Your background is in gathering and making sense of empirical data. Maybe your focus is on designing experiments, working with test subjects, or analyzing the results of experiments after they’ve been run. You’re familiar with experimental methods, be they qualitative, quantitative, or some combination of both. Whatever your specialty, you know how to find grains of truth in a confusing world.

Your background makes you intimately familiar with the "research" part of "UX research." At a fundamental level, there are commonalities among all formal investigations, and you're ready to apply your related expertise to investigate questions pertaining to UX.

Marketing

You know how to reach people. Your core strength is getting information in front of potential customers and communicating vital information about the products or features offered by whatever company you represent. Not only do you have experience positioning ideas in attractive ways and presenting material in an easy-to-digest format that tells an emotionally-compelling story, you’ve also picked up a thing or two when it comes to implementing go-to-market strategies.

Your background had taught you how pitch products to potential users; now you're looking to study how users interact with products and what changes might improve their experience. Both require a strong understanding of people: you know how to consider their needs and model how they instinctively interact with the outside world.
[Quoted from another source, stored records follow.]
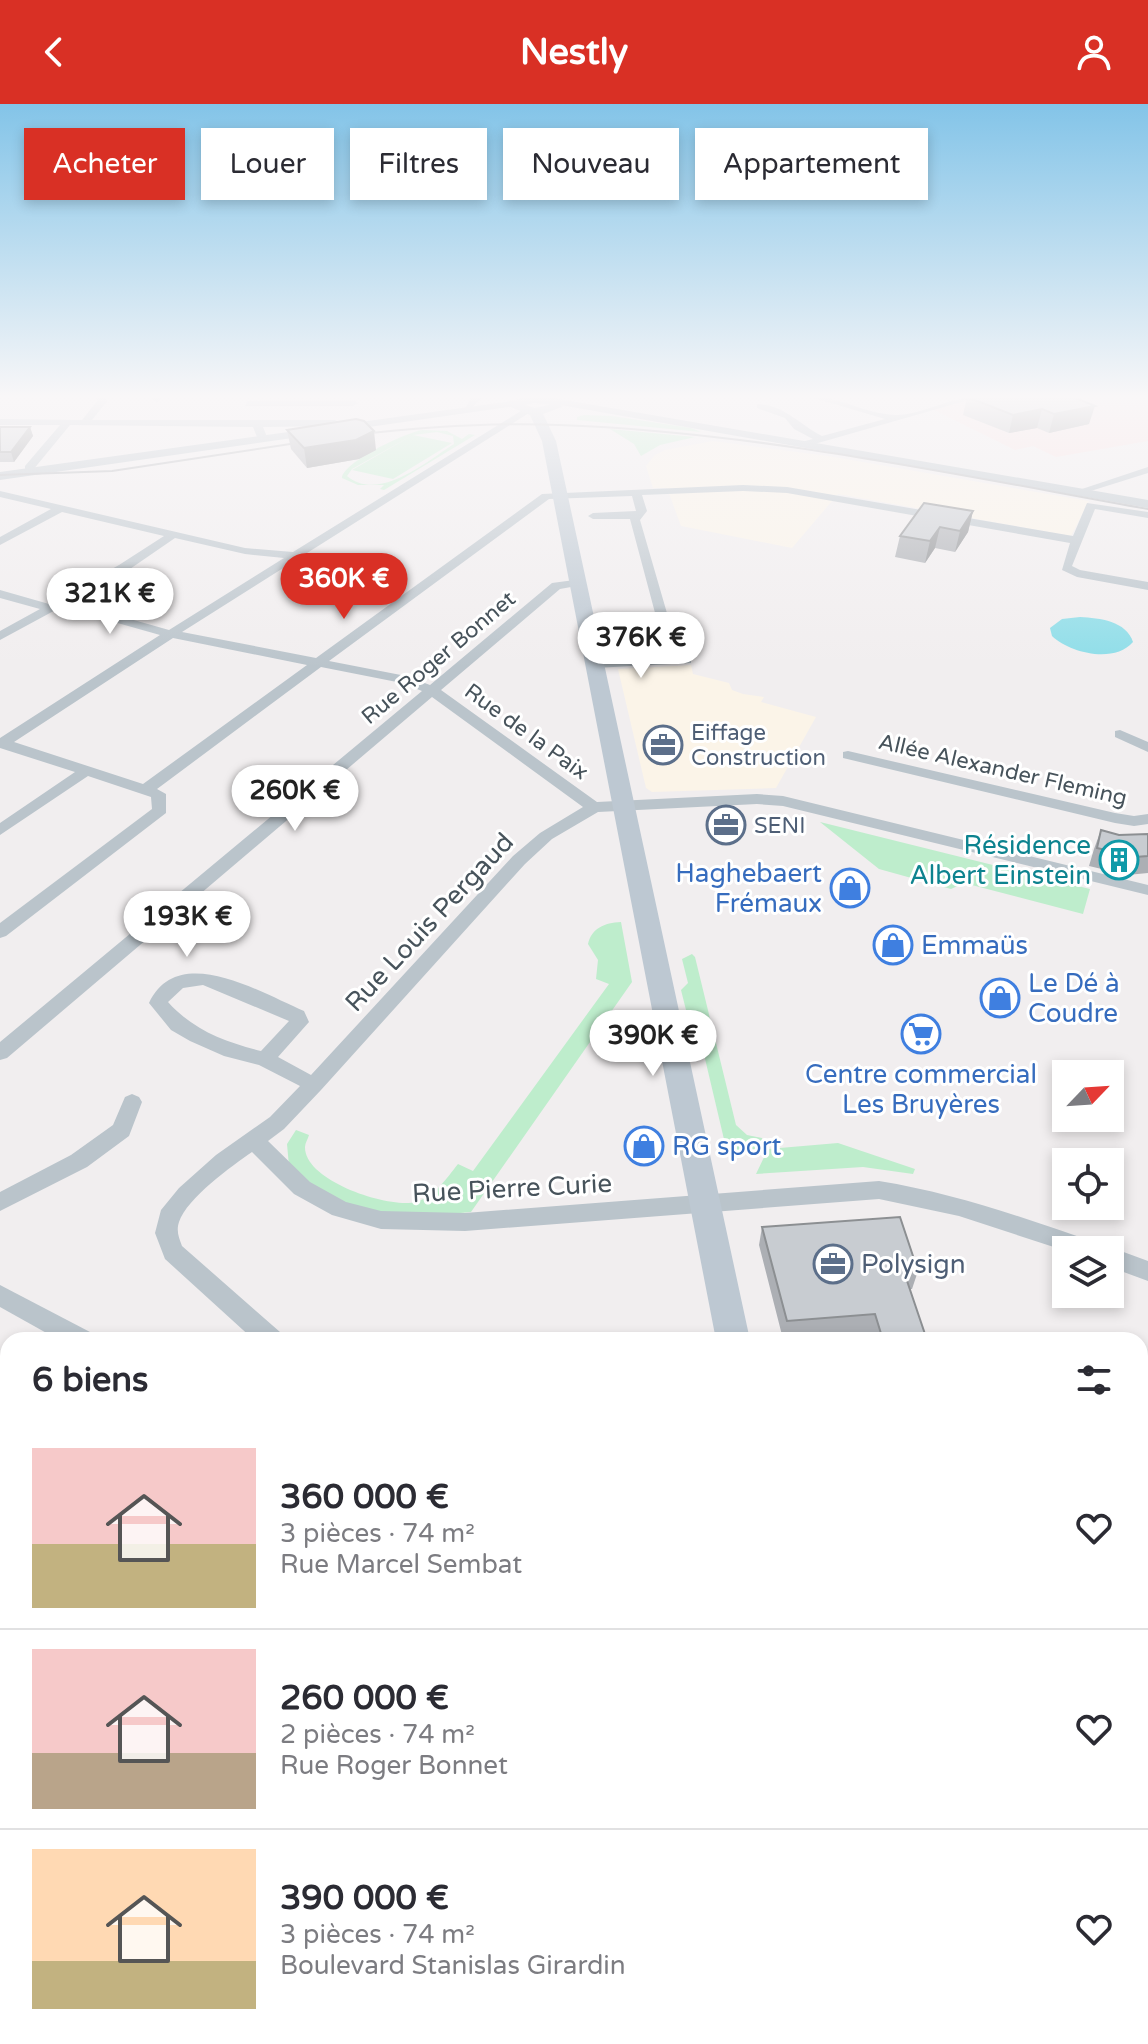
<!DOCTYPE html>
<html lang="fr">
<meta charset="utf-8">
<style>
:root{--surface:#fff;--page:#f2f2f3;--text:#2b2b33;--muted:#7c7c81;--line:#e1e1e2;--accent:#d93025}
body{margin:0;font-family:"Varela Round",sans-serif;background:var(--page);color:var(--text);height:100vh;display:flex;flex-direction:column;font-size:30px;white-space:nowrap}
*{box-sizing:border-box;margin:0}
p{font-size:26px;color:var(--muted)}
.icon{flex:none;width:44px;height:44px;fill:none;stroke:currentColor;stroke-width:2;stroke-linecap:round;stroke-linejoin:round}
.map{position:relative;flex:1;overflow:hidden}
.sheet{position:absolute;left:0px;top:1228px;width:1148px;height:712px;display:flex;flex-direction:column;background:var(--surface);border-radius:24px 24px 0 0;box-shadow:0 4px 12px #0003}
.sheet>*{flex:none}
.guide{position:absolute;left:24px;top:24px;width:1100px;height:72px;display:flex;gap:16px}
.needle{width:52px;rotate:65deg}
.controls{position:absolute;left:1052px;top:956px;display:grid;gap:16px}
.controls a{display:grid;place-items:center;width:72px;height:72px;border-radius:0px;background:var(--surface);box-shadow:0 4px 12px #0003;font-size:40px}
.price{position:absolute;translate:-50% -68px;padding:0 18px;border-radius:28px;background:#fff;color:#222;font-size:26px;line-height:52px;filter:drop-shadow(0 2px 4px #0008)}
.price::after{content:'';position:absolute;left:50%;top:48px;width:24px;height:18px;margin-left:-12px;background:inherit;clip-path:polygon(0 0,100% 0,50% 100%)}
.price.on{background:var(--accent);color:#fff}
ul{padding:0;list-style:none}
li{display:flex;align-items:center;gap:24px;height:200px;padding:0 32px}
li+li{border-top:2px solid var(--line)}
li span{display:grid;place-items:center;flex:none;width:224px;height:160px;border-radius:0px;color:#555}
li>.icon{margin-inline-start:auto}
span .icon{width:96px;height:96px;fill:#fffc;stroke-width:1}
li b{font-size:34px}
h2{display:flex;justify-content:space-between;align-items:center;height:96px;padding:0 32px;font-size:34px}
.pill{padding:0 28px;border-radius:0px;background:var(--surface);box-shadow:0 4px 12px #0003;font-size:28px;line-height:72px}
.pill.on{background:var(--accent);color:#fff}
header{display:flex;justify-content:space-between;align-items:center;height:104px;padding:0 32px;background:var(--accent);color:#fff;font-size:36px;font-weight:700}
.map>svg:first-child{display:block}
</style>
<header><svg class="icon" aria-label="back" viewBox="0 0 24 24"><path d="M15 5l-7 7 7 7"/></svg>Nestly<svg class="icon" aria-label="person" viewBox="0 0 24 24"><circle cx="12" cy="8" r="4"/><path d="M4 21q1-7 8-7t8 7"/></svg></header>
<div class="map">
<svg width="1148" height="1940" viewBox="0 0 1148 1940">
<rect width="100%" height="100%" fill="#f1eeef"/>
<!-- commercial -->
<g fill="#fbf4e8">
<path d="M 713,337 L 828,352 L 1089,397 L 1071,432 L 838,390 L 792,444 L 681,422 L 667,384 L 653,384 L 646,362 L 655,351 L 665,346 Z"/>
<path d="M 691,561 L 693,570 L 729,579 L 732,586 L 743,590 L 764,593 L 761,598 L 816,613 L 776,684 L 652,688 L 646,684 L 618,565 Z"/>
</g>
<!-- medical -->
<path fill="#fadfdf" d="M 988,291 L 1148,291 L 1148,337 L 1056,353 L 1033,342 L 1015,346 L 934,306 Z"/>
<!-- green -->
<g fill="#beedcc" fill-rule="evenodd">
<path d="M 584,311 L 612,312 L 691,324 L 701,328 L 577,316 L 577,313 Z"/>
<path d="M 610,325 L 695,333 L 660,341 L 641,352 L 634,340 Z"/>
<path d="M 422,326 L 447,327 L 462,335 L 469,330 L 475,331 L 384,386 L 380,385 L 384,381 L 358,381 L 342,374 C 343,358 405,329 422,326 ZM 437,328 L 453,332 L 454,340 C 427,357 379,399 347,372 L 352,365 L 413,331 L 352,366 L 393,375 L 452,339 L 413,331 Z"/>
<path d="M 820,718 L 1090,785 L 1083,810 L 964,779 L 951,785 L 879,765 Z"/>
<path d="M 621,818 L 632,878 L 471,1108 C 422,1113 369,1116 324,1089 C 312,1082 301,1070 289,1062 L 287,1040 L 296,1026 L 309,1031 C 308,1035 305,1039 305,1043 C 304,1077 389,1105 416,1098 C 435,1092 446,1075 458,1060 L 473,1067 L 609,880 L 596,875 L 598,856 L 588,840 C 592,824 604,819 621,818 Z"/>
<path d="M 692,850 L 695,853 L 736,1021 L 747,1031 L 762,1034 L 764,1044 L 727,1048 L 698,925 L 689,918 L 681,886 L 688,879 L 682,855 Z"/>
<path d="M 838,1039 L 915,1065 L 913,1070 L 863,1063 L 756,1070 L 768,1045 Z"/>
<path d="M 358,1932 L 589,1932 L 589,1940 L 292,1940 Z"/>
</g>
<!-- water -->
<path fill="#8ddde8" d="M 1080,513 C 1100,514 1126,517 1133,538 C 1114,560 1070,549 1052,532 L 1050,524 L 1062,515 Z"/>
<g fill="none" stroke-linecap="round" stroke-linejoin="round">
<!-- minor -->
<g fill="#bac4cb" fill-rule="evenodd">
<path d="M 92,291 L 103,291 L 108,296 L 92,316 L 335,316 L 340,319 L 335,322 L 263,323 L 267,333 L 262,336 L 257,333 L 253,323 L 70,321 L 33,366 L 25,366 L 25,362 L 60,321 L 0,321 L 0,315 L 82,316 L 98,296 Z"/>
<path d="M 156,291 L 167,291 L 157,298 L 152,295 Z"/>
<path d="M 474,291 L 484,291 L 469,307 L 463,307 Z"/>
<path d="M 804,291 C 836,291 865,310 895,311 C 919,312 955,291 986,291 L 804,343 L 801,338 L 813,335 L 794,325 L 785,314 L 757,304 L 757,300 C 783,300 800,321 822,332 L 885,315 Z"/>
<path d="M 248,297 L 353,296 L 358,299 L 353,302 L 245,302 Z"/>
<path d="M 524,305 L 532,307 L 182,528 L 316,554 L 542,390 L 743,381 L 787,383 L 1073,432 L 1087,399 L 1148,408 L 1148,414 L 1095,405 L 1072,462 L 1080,466 L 1148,478 L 1148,486 L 1077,473 L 1062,466 L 1070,439 L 787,389 L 743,387 L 642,391 L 647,407 L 640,416 L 671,523 L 665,527 L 587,531 L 581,527 L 582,524 L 658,520 L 630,415 L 593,415 L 588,412 L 593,409 L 636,407 L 632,392 L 549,395 L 329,557 L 406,572 L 430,581 L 552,479 L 582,475 L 582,481 L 560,485 L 441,586 L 597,698 L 757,690 L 783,692 L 1148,781 L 1148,791 L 783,702 L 757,700 L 598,708 L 552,735 L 525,760 L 321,986 L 284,1025 L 268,1037 L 310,1078 L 346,1098 L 381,1107 L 465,1109 L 879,1077 C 954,1089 1025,1114 1097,1139 L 1100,1146 L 1066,1147 L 959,1112 L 879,1095 L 465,1127 L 381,1125 L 332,1111 L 294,1090 L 252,1048 C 232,1062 187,1094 179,1118 C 176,1127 179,1134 182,1142 L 280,1228 L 283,1236 L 254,1236 L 165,1155 L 155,1129 L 161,1106 L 179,1084 L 216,1051 L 270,1013 L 300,982 L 259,961 L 224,952 L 190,937 L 171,926 L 149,899 C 178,837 261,889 304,907 L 309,918 L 278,953 L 311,971 L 513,752 L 540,729 L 583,703 L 432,593 L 7,954 L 0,956 L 0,938 L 422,587 L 402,579 L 321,563 L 157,685 L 166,690 L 166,709 L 6,832 L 0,834 L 0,819 L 152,705 L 151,693 L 88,672 L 0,731 L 0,719 L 75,668 L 0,644 L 0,634 L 160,531 L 61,503 L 0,536 L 0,527 L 40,505 L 0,494 L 0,486 L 49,500 L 119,461 L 164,432 L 62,408 L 0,441 L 0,433 L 51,405 L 0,393 L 0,387 L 245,444 L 293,448 ZM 175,434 L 245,450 L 284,454 L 169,526 L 70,498 L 127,467 ZM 173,534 L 307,561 L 143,680 L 14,638 ZM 203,881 L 289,917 L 261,947 C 225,938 193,926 168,898 L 183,884 Z"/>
<path d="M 1148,363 L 1148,369 L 1078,391 L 1073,388 Z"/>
<path d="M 686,552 L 691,553 L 691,559 L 594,564 L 587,560 L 594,556 Z"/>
<path d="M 1120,626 L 1148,638 L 1148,648 L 1115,633 L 1115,627 Z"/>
<path d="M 848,647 L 1115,709 L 1134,712 L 1148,710 L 1148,720 L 1134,722 L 1115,719 L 843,654 L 843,648 Z"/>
<path d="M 132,990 L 139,993 L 142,998 L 129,1032 L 87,1063 L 0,1107 L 0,1088 L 71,1051 L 113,1021 L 125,993 Z"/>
<path d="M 1110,1143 L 1148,1157 L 1148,1177 L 1110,1163 L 1110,1146 L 1102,1146 Z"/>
<path d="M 0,1181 L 90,1228 L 93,1236 L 59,1236 L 0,1203 Z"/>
<rect x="1140" y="1847" width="8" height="34"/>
</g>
<!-- tertiary -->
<g fill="#bac4cb" fill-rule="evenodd">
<path d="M 553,294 L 1148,396 L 1148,404 L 549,299 L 549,295 Z"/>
<path d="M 519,296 L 523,297 L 523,301 L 0,376 L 0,368 Z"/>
</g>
<!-- secondary -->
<g fill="#bdc8d2" fill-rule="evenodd">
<path d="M 532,291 L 558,294 L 562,303 L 543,310 L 556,337 L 750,1236 L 716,1236 L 542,337 L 530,311 L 511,303 L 514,296 ZM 533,299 L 548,300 L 549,301 L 535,304 L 525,301 Z"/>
<path d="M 852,1932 L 902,1932 L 903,1940 L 853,1940 Z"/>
</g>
<!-- tram -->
<g stroke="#b1b4b8" stroke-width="2">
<path d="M 353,331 C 422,323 490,318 559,321 C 757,328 953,370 1148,405"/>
<path d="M 0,371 L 112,367 L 310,337"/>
</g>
</g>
<!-- wall -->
<g fill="#acafb4">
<path d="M 1069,291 L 1089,320 L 1049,329 L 1037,324 L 1009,329 L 963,311 L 967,293 Z"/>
<path d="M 0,323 L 30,323 L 33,332 L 14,358 L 0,358 Z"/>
<path d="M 287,326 L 376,346 L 359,355 L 307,364 L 291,345 Z"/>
<path d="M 973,407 L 968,428 L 955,448 L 935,444 L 925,459 L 895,453 L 900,432 Z"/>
<path d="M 1101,726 L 1119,731 L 1148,730 L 1148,769 L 1127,771 L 1089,762 L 1094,745 Z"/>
<path d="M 762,1123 L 918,1167 L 912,1185 L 910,1185 L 927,1236 L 872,1236 L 869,1228 L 783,1235 L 759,1141 Z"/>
<path d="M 1140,1491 L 1148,1513 L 1148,1597 L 1140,1597 Z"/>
<rect x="1140" y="1704" width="8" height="76"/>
</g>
<!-- shaded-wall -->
<g fill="#8c8f92">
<path d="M 1095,302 L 1089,320 L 1049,329 L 1054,310 Z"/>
<path d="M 1042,305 L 1037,324 L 1009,329 L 1013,311 Z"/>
<path d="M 30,323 L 33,332 L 14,358 L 11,348 Z"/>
<path d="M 374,327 L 376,346 L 359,355 L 307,364 L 304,344 Z"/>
<path d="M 973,407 L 968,428 L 955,448 L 960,427 Z"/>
<path d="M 940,423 L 935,444 L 925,459 L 930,437 Z"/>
</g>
<!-- building -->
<g fill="#c8ccd1" stroke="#8c8f92" stroke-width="2">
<path d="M 977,291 L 1069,291 L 1095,302 L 1054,310 L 1042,305 L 1013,311 L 967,293 Z"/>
<path d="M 356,315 L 364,317 L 374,327 L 356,336 L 304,344 L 287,326 Z"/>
<path d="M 0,323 L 30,323 L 11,348 L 0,348 Z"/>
<path d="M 924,399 L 973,407 L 960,427 L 940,423 L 930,437 L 900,432 Z"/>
<path d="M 1101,726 L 1119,731 L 1148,730 L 1148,752 L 1135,753 L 1097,744 Z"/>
<path d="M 900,1113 L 918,1167 L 904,1168 L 927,1236 L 883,1236 L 875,1210 L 787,1217 L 762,1123 Z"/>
<path d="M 1140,1491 L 1148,1513 L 1148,1586 L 1140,1586 Z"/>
<rect x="1140" y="1704" width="8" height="70"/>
</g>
<!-- sky -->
<linearGradient id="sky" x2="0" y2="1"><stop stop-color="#83c4e8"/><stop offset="0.52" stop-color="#f9f7f8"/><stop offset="1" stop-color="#f9f7f8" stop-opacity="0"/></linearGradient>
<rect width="1148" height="563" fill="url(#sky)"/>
<!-- icons -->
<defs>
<symbol id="office-ring" viewBox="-11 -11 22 22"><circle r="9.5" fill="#fff" stroke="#5c6f8a" stroke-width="1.5"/><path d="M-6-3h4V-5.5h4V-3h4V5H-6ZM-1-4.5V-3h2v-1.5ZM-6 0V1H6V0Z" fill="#5c6f8a"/></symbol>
<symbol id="building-ring" viewBox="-11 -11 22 22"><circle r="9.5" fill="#fff" stroke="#0f9aa8" stroke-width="1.5"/><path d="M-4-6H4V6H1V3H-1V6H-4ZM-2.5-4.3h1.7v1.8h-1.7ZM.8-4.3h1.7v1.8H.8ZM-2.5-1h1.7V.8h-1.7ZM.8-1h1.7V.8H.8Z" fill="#0f9aa8"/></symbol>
<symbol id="shop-ring" viewBox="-11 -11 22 22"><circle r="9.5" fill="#fff" stroke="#3f7fe0" stroke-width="1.5"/><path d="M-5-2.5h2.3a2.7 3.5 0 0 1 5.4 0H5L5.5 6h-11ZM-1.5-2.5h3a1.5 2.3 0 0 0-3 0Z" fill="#3f7fe0"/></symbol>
<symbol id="supermarket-ring" viewBox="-11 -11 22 22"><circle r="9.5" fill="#fff" stroke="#3f7fe0" stroke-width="1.5"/><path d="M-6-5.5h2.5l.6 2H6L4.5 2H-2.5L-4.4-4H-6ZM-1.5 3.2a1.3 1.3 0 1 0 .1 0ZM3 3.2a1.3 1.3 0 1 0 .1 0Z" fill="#3f7fe0"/></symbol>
</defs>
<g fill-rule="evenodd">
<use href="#office-ring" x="641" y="619" width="44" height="44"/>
<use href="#office-ring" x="704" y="699" width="44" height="44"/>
<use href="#building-ring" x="1097" y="734" width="44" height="44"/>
<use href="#shop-ring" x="828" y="762" width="44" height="44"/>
<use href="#shop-ring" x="871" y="819" width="44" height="44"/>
<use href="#shop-ring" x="978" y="872" width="44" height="44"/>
<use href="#supermarket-ring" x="899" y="908" width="44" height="44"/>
<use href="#shop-ring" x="622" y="1020" width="44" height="44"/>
<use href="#office-ring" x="811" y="1138" width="44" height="44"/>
</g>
<g text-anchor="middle" stroke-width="6" stroke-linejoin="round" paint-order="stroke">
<!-- far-street labels -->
<g font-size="22" fill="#47535b" stroke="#fff">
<text transform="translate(438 553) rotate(-40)" y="8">Rue Roger Bonnet</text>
<text transform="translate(527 627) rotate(36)" y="8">Rue de la Paix</text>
<text transform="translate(1003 665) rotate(13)" y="8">Allée Alexander Fleming</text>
</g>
<!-- far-service labels -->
<g font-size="22" fill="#4e5e75" stroke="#fff" text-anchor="start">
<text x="691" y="636">Eiffage<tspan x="691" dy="25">Construction</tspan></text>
<text x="754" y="729">SENI</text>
</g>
<!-- culture labels -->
<g font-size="26" fill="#0d838f" stroke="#fff" text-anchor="end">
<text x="1091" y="750">Résidence<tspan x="1091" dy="30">Albert Einstein</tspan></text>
</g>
<!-- shop labels -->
<g font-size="26" fill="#366cbe" stroke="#fff" text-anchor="start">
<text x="822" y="778" text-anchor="end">Haghebaert<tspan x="822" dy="30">Frémaux</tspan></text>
<text x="921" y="850">Emmaüs</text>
<text x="1028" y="888">Le Dé à<tspan x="1028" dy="30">Coudre</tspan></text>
<text x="921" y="979" text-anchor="middle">Centre commercial<tspan x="921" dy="30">Les Bruyères</tspan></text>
<text x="672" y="1051">RG sport</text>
</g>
<!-- street labels -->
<g font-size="26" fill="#47535b" stroke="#fff">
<text transform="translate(429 818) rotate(-47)" y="9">Rue Louis Pergaud</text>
<text transform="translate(512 1084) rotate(-3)" y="9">Rue Pierre Curie</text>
</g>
<!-- service labels -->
<g font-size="26" fill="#4e5e75" stroke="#fff" text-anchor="start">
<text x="861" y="1169">Polysign</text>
</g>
</g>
</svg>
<div class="controls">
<a><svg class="needle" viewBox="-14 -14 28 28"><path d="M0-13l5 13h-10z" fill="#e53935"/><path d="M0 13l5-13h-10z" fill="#7c7c81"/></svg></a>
<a><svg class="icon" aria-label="locate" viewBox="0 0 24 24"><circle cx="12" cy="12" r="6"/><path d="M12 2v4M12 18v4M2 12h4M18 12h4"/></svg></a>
<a><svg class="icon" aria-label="layers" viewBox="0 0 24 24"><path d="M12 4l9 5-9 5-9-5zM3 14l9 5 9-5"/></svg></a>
</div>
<b class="price on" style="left:344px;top:517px">360K €</b>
<b class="price" style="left:110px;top:532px">321K €</b>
<b class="price" style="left:641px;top:576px">376K €</b>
<b class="price" style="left:295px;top:729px">260K €</b>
<b class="price" style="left:187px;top:855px">193K €</b>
<b class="price" style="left:653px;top:974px">390K €</b>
<div class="guide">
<a class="pill on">Acheter</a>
<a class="pill">Louer</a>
<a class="pill">Filtres</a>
<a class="pill">Nouveau</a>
<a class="pill">Appartement</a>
</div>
<section class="sheet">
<h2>6 biens<svg class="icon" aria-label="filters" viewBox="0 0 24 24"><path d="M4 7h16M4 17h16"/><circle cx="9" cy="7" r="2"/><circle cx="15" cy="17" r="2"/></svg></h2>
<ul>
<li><span style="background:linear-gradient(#f6c9c9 60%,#c2b280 0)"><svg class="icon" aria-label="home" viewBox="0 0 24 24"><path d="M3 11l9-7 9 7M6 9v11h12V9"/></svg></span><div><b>360 000 €</b><p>3 pièces · 74 m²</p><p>Rue Marcel Sembat</p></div><svg class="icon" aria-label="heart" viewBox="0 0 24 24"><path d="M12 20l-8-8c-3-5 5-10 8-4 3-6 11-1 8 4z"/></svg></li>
<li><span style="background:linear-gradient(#f6c9c9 65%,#b9a48a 0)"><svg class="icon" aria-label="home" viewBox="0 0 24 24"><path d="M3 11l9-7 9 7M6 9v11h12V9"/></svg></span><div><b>260 000 €</b><p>2 pièces · 74 m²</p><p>Rue Roger Bonnet</p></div><svg class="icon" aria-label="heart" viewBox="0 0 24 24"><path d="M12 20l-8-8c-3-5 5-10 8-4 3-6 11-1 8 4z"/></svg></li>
<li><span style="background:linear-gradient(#ffd9b3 70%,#c2b280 0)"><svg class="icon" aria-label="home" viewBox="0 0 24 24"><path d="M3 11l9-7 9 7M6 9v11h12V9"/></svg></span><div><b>390 000 €</b><p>3 pièces · 74 m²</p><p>Boulevard Stanislas Girardin</p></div><svg class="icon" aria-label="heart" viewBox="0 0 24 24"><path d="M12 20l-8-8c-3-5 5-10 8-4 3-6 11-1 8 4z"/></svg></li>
</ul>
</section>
</div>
This puts you in position to approach UX research from a uniquely human perspective.

Design

You're a master of bringing ideas to life, either functionally or aesthetically. When you work, considerations regarding the way the end result will be used and how it will impact users are at the forefront of you mind. Form determines function, after all, and the difference between good design and bad is often in the subtle details.

Your background has accustomed you to thinking deeply about how people interact with the outside world, whether they're working with physical objects or pixels on a screen. Previously, you've applied this to your own designs, but your insights into common human behavior will also serve you well in the world of UX research: you'll have a valuable ideas as to what might improve the user experience and therefore what experiments ought to be run.

Writing

You are a master of written communication, and the written word is your primary tool. No matter what subject you’re tackling, you know how to organize complicated information into an interesting, easy-to-understand narrative that speaks to the audience you intend to reach. Your background has taught you how to organize information and communicate it compellingly – even if it's first presented to you in a way that obscures the underlying narrative. This makes you uniquely suited to decipher and describe the results of UX experiments. It's one thing to see the hard numbers; you'll readily know how to tell the story behind them.